Konstantin Savitskiy, 1897 Public domain

During the long hours of reckoning and reclaiming my mind and spirit while discontinuing, I found myself drawn to the writings of a group of religious ascetics known as the “Desert Fathers.” They were a small band of religious monks who had renounced the world, wealth, and earthly consolation to live in the desert of Egypt around the third century AD. They eschewed all pleasures of the senses, rich food, baths, leisure, and anything that might have luxuriated them in deference to a life of poverty, simplicity, chastity and prayer.

I am not sure what drew me to their writings during this time, but long ago I stopped trying to justify various tools or habits I found helpful to get me through my tapering. I suppose it might have been due, in part, to the fact that the Desert Fathers lived more or less inside their minds and spirits, spending all their time praying, meditating, singing psalms, fasting — all while trying to preserve harmony with one another and keeping their thoughts and desires for God alone. It was an extreme expression of Christian devotion that arose in the aftermath of great persecution of Christians by the Roman Emperor Diocletian in 303 AD.

In my reading I read about a novice who seemed nonplused about how these monks spent all their time since all their efforts when toward interior work. He asked an aged father, “What do you do all day?” The father answered, “Fall down and then pick myself up.” His point was that the battles he confronted inside his head were unrelenting and required ongoing vigilance, patience, and self-forgiveness.

St.Apollo Coptic Icon
St.Apollo Coptic Icon

The power and simplicity of this monk’s answer attests how even great men of God fought many battles inside their minds and sometimes fell down.
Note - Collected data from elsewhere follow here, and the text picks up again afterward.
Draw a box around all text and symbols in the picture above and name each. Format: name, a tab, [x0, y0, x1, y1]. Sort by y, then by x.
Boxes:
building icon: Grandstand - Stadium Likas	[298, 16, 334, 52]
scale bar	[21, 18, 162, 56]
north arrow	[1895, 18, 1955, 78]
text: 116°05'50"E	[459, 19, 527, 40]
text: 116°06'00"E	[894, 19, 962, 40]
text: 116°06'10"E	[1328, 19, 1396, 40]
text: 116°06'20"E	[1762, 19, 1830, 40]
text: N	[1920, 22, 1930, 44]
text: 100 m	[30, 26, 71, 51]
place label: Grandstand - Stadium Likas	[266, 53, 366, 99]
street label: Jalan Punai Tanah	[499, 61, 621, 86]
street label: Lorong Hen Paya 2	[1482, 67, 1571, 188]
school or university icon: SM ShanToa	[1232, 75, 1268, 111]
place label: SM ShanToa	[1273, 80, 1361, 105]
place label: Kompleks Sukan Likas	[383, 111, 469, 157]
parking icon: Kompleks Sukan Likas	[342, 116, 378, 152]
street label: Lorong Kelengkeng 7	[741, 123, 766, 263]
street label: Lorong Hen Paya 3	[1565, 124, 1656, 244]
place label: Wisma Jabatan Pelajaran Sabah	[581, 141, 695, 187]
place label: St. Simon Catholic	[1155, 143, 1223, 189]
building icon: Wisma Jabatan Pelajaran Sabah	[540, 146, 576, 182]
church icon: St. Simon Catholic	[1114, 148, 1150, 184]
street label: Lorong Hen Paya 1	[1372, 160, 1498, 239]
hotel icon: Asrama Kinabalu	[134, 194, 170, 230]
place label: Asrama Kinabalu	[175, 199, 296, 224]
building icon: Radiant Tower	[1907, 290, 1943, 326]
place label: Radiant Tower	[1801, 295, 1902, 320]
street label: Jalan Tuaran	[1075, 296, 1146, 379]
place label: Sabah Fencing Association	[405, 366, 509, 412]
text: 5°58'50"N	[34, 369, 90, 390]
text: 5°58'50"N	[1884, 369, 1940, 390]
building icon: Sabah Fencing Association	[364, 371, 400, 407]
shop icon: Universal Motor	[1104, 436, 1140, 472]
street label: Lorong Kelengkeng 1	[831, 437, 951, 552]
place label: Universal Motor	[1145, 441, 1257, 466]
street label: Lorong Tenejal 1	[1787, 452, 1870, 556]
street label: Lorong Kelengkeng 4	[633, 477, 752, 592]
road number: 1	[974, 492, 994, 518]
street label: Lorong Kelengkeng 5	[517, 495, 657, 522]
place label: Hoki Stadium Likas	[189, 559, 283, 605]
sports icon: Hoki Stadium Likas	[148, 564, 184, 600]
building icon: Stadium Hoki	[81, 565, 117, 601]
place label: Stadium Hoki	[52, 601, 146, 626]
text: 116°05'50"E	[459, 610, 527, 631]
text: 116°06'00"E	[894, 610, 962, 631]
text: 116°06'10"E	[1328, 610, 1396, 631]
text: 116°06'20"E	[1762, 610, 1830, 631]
In some ways the fierce interior struggles of the person who is tapering can be likened to this. Feelings of failure and sometimes even assault can overwhelm the person who is tapering and there is a temptation to allow these destructive feelings to upset the progress of the future course. At moments such as this, it is imperative to access your helpful self and rise up and hear yourself say (as the elderly monk did), “I have fallen down; now I must pick myself up.”
There will be many moments when you will feel all is hopeless; that you are incapable of succeeding; that your body is too compromised to ever recover from this. Insofar as you are able, speak peace to yourself in these moments. The Scottish sailor, Andrew Barton, was a High Admiral of the Kingdom of Scotland of whom it was written in an early ballad:

I am hurt but I am not slain.
I’ll lay me down and bleed awhile
then I’ll rise and fight again.

If need be, attend to yourself as the wounded warrior, take time to bleed awhile. Then pick yourself up, put on your boots. There are more battles to be fought.  Take your time. Help yourself get through them. Be patient. But keep getting back up.